# What you have to do
Could you please return each line of the data that has the word "setLineDash"?

# Records provided
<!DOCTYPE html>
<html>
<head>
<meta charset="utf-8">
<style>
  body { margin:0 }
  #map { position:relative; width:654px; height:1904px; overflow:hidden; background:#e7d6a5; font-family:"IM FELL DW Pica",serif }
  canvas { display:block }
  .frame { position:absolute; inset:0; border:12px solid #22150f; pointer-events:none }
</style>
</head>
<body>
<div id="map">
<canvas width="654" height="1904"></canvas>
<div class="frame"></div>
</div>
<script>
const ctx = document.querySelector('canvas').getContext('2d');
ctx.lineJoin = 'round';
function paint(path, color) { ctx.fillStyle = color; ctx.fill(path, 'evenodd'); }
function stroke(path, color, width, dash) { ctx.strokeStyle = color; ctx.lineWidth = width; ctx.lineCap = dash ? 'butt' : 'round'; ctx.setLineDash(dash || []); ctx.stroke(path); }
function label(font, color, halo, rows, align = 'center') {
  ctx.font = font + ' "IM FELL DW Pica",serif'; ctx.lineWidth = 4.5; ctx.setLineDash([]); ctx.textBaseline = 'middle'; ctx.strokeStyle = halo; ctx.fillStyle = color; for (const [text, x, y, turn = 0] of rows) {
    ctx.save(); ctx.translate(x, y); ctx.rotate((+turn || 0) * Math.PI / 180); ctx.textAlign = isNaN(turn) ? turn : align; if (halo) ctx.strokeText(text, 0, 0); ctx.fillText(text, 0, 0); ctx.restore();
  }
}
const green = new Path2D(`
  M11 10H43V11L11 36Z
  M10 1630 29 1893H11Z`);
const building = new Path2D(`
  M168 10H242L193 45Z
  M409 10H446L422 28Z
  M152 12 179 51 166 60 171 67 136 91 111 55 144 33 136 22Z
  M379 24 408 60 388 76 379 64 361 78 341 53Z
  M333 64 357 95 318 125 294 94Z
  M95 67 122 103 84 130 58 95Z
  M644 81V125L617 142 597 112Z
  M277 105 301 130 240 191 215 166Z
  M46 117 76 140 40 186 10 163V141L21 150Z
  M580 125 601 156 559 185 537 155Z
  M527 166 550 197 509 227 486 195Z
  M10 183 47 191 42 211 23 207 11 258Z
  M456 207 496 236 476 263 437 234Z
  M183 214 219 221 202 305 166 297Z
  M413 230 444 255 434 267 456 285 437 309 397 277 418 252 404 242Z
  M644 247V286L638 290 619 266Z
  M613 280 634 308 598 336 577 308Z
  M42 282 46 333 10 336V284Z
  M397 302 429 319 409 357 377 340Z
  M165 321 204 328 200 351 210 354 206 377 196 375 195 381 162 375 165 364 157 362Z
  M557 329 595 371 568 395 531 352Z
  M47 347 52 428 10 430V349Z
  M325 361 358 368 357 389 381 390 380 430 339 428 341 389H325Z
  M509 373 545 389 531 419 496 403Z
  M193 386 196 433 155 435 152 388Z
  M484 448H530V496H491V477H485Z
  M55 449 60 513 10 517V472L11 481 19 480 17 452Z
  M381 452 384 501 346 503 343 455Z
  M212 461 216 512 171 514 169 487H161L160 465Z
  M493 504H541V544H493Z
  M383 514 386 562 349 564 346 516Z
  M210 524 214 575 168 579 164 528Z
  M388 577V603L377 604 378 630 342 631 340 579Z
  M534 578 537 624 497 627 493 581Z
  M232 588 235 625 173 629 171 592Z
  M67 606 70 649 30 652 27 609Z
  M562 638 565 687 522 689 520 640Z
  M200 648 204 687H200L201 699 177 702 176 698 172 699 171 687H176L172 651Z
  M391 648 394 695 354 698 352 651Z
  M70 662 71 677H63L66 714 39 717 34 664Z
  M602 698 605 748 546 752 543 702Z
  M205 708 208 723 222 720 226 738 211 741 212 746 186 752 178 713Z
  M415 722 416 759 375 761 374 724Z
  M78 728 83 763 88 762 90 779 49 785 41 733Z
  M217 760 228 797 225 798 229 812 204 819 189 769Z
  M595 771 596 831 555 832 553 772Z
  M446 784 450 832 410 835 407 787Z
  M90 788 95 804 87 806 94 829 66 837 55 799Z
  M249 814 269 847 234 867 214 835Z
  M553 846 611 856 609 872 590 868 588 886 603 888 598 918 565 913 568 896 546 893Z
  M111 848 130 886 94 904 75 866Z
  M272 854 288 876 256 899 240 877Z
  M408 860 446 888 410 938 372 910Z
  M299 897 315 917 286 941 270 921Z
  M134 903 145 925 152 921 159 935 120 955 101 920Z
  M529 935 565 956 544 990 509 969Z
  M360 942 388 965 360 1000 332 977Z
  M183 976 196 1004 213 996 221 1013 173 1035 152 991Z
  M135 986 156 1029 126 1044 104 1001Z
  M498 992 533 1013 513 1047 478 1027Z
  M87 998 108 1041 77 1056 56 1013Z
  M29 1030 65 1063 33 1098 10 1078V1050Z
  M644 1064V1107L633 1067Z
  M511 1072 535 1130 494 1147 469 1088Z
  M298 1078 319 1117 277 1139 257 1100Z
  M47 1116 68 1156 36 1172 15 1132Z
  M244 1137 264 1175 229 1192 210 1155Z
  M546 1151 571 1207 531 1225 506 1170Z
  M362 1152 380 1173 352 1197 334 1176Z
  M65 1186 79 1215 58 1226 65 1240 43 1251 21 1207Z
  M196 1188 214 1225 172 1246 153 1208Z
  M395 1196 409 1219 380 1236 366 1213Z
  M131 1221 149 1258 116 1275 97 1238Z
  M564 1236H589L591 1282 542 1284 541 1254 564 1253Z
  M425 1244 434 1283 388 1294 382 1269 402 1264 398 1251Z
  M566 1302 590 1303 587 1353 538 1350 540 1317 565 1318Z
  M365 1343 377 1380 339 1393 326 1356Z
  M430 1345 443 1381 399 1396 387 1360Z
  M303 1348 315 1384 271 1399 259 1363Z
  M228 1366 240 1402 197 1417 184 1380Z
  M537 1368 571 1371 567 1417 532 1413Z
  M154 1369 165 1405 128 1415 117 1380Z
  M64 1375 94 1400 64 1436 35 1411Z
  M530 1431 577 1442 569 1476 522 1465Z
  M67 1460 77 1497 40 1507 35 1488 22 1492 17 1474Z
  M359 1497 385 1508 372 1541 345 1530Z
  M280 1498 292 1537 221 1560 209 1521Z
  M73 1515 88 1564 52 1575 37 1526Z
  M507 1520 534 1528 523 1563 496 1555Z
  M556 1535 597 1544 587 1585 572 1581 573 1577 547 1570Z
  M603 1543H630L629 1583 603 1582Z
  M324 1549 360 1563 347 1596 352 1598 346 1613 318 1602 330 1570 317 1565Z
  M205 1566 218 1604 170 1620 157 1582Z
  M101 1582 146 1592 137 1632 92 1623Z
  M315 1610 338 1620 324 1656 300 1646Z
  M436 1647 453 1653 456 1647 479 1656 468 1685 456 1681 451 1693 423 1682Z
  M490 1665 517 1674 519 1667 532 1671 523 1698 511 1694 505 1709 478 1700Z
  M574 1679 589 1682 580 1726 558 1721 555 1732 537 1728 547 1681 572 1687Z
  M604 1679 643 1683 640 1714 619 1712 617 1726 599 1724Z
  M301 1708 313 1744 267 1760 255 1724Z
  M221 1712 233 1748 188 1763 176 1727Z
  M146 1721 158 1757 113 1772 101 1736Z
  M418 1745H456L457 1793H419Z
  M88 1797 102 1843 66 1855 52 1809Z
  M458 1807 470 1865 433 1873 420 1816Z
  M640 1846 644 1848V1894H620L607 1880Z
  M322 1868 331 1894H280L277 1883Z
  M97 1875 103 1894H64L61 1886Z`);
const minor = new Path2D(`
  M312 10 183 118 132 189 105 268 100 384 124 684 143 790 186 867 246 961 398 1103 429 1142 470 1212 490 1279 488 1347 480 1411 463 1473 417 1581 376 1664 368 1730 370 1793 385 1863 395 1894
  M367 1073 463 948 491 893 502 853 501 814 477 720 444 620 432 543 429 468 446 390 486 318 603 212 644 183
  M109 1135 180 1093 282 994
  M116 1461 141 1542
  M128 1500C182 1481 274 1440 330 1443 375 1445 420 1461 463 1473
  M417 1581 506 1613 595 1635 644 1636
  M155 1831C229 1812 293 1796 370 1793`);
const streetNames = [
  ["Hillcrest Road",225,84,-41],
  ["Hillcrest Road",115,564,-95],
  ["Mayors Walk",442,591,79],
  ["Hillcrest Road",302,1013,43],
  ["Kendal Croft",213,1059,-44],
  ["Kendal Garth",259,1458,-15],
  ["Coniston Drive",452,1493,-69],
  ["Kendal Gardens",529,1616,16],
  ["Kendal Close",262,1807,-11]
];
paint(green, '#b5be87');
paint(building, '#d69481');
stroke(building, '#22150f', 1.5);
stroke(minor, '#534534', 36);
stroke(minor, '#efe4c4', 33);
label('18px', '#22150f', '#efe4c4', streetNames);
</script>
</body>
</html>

# Answer space
function stroke(path, color, width, dash) { ctx.strokeStyle = color; ctx.lineWidth = width; ctx.lineCap = dash ? 'butt' : 'round'; ctx.setLineDash(dash || []); ctx.stroke(path); }
  ctx.font = font + ' "IM FELL DW Pica",serif'; ctx.lineWidth = 4.5; ctx.setLineDash([]); ctx.textBaseline = 'middle'; ctx.strokeStyle = halo; ctx.fillStyle = color; for (const [text, x, y, turn = 0] of rows) {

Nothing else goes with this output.